In the 1980s, the political voices of both liberal and conservative churches were stoked by left-wing and right-wing forces with an agenda. But today, after a generation of war ‘ fighting Samoza, and then the USA and the Contras ‘ the Nicaraguan people seem tired of struggle. The Nicaraguan right wing is also exhausted. Once emboldened by what seemed like unconditional support from the USA, it’s so overtly corrupt now that the US government has been revoking the visas of powerful right-wingers. A Nicaraguan elite without access to USA is no longer much of an elite. Stranded in Nicaragua ‘ even with endless money ‘ there’s something hollow about your elite-ness.

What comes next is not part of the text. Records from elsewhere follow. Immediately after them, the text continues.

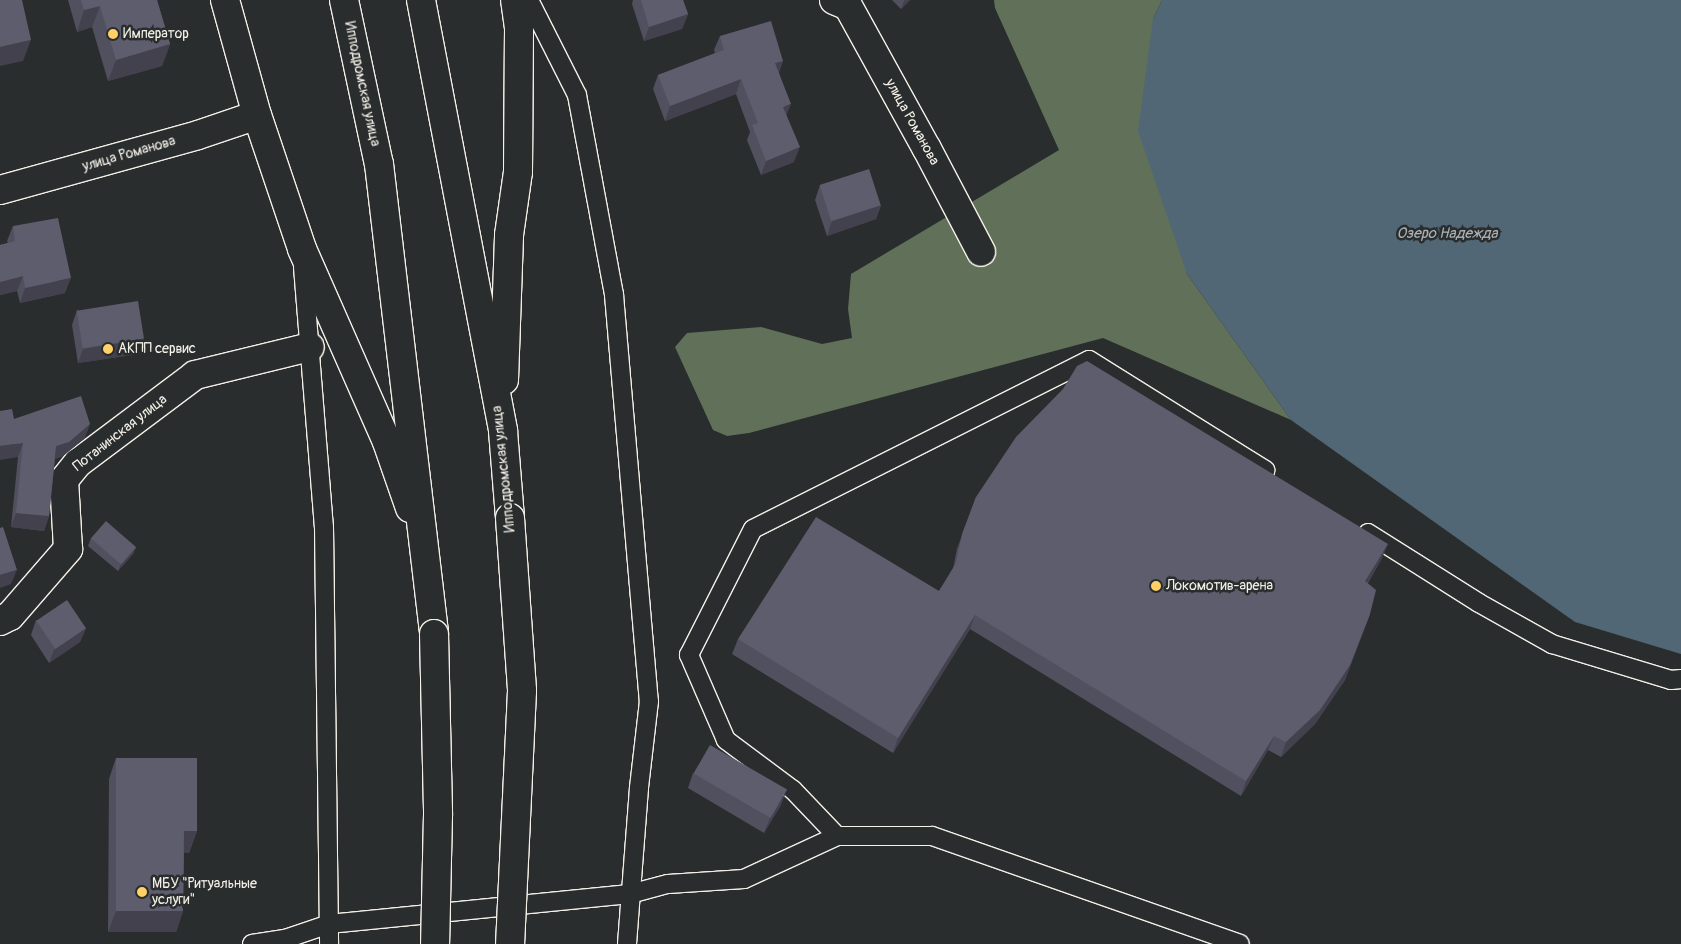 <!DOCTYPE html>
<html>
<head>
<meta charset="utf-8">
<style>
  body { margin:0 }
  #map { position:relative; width:1681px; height:944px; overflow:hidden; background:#2a2d2e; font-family:Pangolin,sans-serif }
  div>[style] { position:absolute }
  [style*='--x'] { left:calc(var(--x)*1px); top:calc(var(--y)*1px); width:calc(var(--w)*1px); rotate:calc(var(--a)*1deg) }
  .green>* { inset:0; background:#617058 }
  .water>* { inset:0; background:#516775 }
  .roads { filter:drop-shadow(1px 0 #f4f1e8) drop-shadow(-1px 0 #f4f1e8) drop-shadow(0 1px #f4f1e8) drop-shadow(0 -1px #f4f1e8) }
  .service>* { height:18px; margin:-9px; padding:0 9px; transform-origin:9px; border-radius:9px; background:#2a2d2e }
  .minor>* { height:28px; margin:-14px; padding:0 14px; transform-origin:14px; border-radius:14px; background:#2a2d2e }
  .trunk>* { height:28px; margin:-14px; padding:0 14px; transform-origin:14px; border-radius:14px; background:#2a2d2e }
  .bridges { filter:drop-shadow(1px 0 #f4f1e8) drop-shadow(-1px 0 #f4f1e8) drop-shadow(0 1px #f4f1e8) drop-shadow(0 -1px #f4f1e8) }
  .trunk-bridge>* { height:28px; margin:-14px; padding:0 14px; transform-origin:14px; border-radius:14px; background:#2a2d2e }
  .wall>* { inset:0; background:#51505f }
  .shaded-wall>* { inset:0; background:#42414d }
  .building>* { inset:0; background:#5e5d6e; transform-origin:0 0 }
  .dots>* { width:14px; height:14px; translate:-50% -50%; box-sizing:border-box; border:2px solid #2a2d2e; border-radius:50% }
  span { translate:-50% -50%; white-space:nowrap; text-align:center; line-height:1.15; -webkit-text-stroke:5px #2a2d2e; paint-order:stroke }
  .poi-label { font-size:14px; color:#f4f1e8 }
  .left { translate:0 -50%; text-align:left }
  .street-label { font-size:14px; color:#f4f1e8 }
  .water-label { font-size:15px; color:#abb3b4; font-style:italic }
</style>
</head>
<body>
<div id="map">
  <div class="green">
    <div style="clip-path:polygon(994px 0,1162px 0,1153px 19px,1187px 274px,1291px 420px,1103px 338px,749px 433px,727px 436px,713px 430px,675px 347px,687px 333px,761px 327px,822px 344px,852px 338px,848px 309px,851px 274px,1059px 150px,995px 8px)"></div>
  </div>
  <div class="water">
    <div style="clip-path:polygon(1162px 0,1681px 0,1681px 654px,1575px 622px,1291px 420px,1187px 274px,1138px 131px,1153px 19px)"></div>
  </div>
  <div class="roads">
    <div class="service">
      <div style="--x:529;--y:0;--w:106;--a:63.2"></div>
      <div style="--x:577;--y:95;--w:203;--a:79.5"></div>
      <div style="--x:614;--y:295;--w:408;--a:85.1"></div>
      <div style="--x:649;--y:701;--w:88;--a:96.6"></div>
      <div style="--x:639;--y:788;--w:156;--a:94.4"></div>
      <div style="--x:303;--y:267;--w:261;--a:85.4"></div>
      <div style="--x:324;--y:527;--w:417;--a:89.3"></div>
      <div style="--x:1368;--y:533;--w:131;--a:32.2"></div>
      <div style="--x:1479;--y:603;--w:84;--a:29.3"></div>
      <div style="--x:1552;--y:644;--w:124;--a:16.8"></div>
      <div style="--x:1671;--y:680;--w:10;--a:-6"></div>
      <div style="--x:837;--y:836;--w:64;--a:-133.7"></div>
      <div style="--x:793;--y:790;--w:84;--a:-143.3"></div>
      <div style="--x:726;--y:740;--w:93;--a:-113.5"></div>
      <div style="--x:689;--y:655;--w:141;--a:-63.1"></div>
      <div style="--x:753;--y:529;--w:376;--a:-26.7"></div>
      <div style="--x:1089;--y:360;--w:208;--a:32"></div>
      <div style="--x:252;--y:944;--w:33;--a:-9"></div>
      <div style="--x:285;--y:939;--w:46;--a:-18.8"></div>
      <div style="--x:329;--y:924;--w:302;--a:-5.7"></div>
      <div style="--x:630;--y:894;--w:39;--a:-15"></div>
      <div style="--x:668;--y:884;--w:76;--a:-3.8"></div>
      <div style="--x:744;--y:879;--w:102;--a:-24.8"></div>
      <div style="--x:837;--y:836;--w:95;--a:0"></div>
      <div style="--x:932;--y:836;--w:326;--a:19.3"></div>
    </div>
    <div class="minor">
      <div style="--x:834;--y:0;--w:15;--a:23"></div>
      <div style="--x:848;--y:6;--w:163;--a:61.1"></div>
      <div style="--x:927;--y:149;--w:116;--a:62.3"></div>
      <div style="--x:0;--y:190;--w:205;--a:-15.5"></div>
      <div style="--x:198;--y:135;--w:62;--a:-18.7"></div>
      <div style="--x:0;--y:621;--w:11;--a:-27"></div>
      <div style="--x:10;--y:616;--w:89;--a:-49.1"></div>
      <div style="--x:68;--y:549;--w:69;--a:-93.3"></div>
      <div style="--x:64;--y:480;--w:22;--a:-51"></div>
      <div style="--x:78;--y:463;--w:146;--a:-36.9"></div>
      <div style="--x:195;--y:375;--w:118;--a:-13.7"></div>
    </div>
    <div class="trunk">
      <div style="--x:225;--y:0;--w:119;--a:74.5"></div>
      <div style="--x:257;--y:115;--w:141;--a:71.4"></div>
      <div style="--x:302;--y:249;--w:211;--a:66.2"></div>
      <div style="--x:387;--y:442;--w:70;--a:70.8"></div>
      <div style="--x:344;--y:0;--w:168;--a:78"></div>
      <div style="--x:379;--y:164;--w:473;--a:83.3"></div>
      <div style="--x:421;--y:0;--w:439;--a:79.2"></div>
      <div style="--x:503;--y:431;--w:87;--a:85.4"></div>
      <div style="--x:504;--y:380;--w:145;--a:-88"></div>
      <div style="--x:509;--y:235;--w:64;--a:-81.9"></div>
      <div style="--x:518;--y:172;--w:144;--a:-89.6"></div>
      <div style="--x:519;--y:28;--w:28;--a:-98"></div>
    </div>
  </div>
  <div class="bridges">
    <div class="trunk-bridge">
      <div style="--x:510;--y:518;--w:173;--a:86"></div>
      <div style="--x:522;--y:691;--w:253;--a:92.7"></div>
      <div style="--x:434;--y:634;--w:181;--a:88.7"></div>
      <div style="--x:438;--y:815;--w:129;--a:91.3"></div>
    </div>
  </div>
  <div class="wall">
    <div style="clip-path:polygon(68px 0,157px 0,170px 44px,162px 66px,108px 81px,92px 27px,77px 32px)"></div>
    <div style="clip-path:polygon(633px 0,683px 0,688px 14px,682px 29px,644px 41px,632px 4px)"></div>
    <div style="clip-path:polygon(892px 0,910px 0,901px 9px)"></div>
    <div style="clip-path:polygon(720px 36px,783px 61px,779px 72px,794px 162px,761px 175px,747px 140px,750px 132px,736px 94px,665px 121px,653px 89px,658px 75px,715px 53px,714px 50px)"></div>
    <div style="clip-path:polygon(820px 185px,881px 205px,876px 219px,827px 236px,815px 200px)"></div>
    <div style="clip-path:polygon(13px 226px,65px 293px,20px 303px,17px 291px,0 295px,0 245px,8px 243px,7px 241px)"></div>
    <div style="clip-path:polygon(77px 310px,144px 339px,139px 354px,78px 363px,72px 325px)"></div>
    <div style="clip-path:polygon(14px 419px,85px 438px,63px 456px,55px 459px,49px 516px,44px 531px,11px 527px,18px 457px)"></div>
    <div style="clip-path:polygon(976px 497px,1382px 558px,1368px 583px,1370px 614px,1345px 680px,1315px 724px,1281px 757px,1268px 750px,1241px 796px,970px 629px,893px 753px,732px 654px,738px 639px,939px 591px,953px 569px,957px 549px)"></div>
    <div style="clip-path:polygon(91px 538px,136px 547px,133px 554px,118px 571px,88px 546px)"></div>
    <div style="clip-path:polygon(36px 620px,86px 628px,80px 642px,49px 663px,31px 635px)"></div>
    <div style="clip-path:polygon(116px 758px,197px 831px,189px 853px,184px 852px,183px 911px,176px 932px,108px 932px,109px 779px)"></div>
    <div style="clip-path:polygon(693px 773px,781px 805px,764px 833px,688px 788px)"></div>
  </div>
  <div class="shaded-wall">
    <div style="clip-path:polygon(905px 0,910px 0,901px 9px,904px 1px)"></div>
    <div style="clip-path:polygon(100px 6px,92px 27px,77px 32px,84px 10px)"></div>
    <div style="clip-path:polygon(688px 14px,682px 29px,644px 41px,649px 27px)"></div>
    <div style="clip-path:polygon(31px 40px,23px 61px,0 66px,0 47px)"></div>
    <div style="clip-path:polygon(170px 44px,162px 66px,108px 81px,116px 60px)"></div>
    <div style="clip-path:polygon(783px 61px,777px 75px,775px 63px)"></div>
    <div style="clip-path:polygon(741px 79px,736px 94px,665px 121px,670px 106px)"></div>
    <div style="clip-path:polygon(791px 104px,785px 119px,783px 107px)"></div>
    <div style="clip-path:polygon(800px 147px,794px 162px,761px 175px,766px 161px)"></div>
    <div style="clip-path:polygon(881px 205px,876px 219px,827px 236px,832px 221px)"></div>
    <div style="clip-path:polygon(23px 276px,17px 291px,0 295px,0 282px)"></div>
    <div style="clip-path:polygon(71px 278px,65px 293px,20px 303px,25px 288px)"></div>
    <div style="clip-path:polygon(144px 339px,139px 354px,78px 363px,83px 349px)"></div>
    <div style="clip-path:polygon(90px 424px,85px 438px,63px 456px,51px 460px,56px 446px)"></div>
    <div style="clip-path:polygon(23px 443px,18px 457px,0 460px,0 446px)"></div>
    <div style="clip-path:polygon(16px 513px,49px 516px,44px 531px,11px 527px)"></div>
    <div style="clip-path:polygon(1388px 544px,1382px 558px,1360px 595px,1365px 581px)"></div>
    <div style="clip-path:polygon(136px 547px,133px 554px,118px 571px,121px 564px)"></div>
    <div style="clip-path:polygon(17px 570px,11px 584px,0 588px,0 575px)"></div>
    <div style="clip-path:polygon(1370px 614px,1345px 680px,1315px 724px,1281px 757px,1286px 742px)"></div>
    <div style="clip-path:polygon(975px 615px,970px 629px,893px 753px,898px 738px)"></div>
    <div style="clip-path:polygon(86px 628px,80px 642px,49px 663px,55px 648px)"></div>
    <div style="clip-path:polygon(1274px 736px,1268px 750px,1241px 796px,1246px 781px)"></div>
    <div style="clip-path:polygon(787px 790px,781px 805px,764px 833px,770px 818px)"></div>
    <div style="clip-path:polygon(184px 831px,197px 831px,189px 853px,176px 852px)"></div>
    <div style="clip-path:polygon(116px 911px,183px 911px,176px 932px,108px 932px)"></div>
  </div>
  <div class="building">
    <div style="clip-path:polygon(0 0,22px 0,31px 40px,0 47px)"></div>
    <div style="clip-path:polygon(81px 0,157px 0,170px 44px,116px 60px,100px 6px,84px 10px)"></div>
    <div style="clip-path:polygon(641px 0,683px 0,688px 14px,649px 27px)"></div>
    <div style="clip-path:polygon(771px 21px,783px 61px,775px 63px,791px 104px,783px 107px,800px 147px,766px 161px,752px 125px,758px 123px,741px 79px,670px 106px,658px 75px,724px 50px,720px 36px)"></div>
    <div style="left:869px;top:169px;width:38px;height:52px;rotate:72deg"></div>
    <div style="clip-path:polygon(58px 218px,71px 278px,25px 288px,23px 276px,0 282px,0 245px,15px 241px,13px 226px)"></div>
    <div style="left:138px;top:301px;width:38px;height:62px;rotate:81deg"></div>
    <div style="clip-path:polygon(1087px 361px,1388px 544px,1365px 581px,1376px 590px,1370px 614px,1350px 665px,1320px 710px,1286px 742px,1274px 736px,1246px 781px,975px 615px,898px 738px,738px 639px,816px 517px,939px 591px,956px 563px,962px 534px,976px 497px,1016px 437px,1063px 389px,1077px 366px)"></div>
    <div style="clip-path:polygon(81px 396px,90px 424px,69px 442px,56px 446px,49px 516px,16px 513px,23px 443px,0 446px,0 411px,12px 409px,14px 419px)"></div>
    <div style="left:106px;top:521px;width:40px;height:23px;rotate:41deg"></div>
    <div style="clip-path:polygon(3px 527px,17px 570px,0 575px,0 528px)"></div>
    <div style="left:67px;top:600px;width:34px;height:37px;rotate:56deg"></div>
    <div style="left:710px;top:745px;width:89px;height:33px;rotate:30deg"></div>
    <div style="clip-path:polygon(116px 758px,197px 758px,197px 831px,184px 831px,183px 911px,116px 911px)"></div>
  </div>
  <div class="dots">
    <div style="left:113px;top:34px;background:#ffd166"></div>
    <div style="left:108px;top:349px;background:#ffd166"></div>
    <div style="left:1156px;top:586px;background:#ffd166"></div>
    <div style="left:142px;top:892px;background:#ffd166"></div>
  </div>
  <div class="poi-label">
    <span class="left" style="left:123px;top:34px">Император</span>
    <span class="left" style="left:118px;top:349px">АКПП сервис</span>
    <span class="left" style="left:1166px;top:586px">Локомотив-арена</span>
    <span class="left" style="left:152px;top:892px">МБУ "Ритуальные<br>услуги"</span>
  </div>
  <div class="street-label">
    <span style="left:362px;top:84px;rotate:78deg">Ипподромская улица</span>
    <span style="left:912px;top:122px;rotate:61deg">улица Романова</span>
    <span style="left:129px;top:154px;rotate:-16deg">улица Романова</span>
    <span style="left:120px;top:433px;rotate:-38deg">Потанинская улица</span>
    <span style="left:504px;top:469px;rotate:-96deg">Ипподромская улица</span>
  </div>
  <div class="water-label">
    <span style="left:1447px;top:234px">Озеро Надежда</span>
  </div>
</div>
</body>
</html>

It feels like speaking out in either extreme is impolite. With Ortega so cozy with his former enemies, the Church no longer speaking for the poor, and the lack of political anger in the streets, it all seems like the symptoms of society that is, in general, exhausted. While once as agreeable as American Democrats and Republicans, today, it seems Nicaraguan society has found a more pragmatic alternative: cooperation.

This all reminds me of Europe in the 1600s, after a century of Catholics-versus-Protestants religious wars: People just embraced the Baroque, pro-status-quo world of divine monarchs and lofty Church ritual. So much of Central American contemporary history has parallels in European history ‘ affirming my belief that societies are evolving on similar tracks on different timelines.

I don’t know whether the FSLN leaders have been corrupted by power, or simply have no choice but to compromise pragmatically to stay in power in a world where the current of globalization cannot be paddled against. Either way, the ideals and spirit of the Sandinista revolution have blossomed into the society at large. They live in the people we talked to. While Daniel may have jumped ship, the boat of revolution has been cut loose and is still sailing.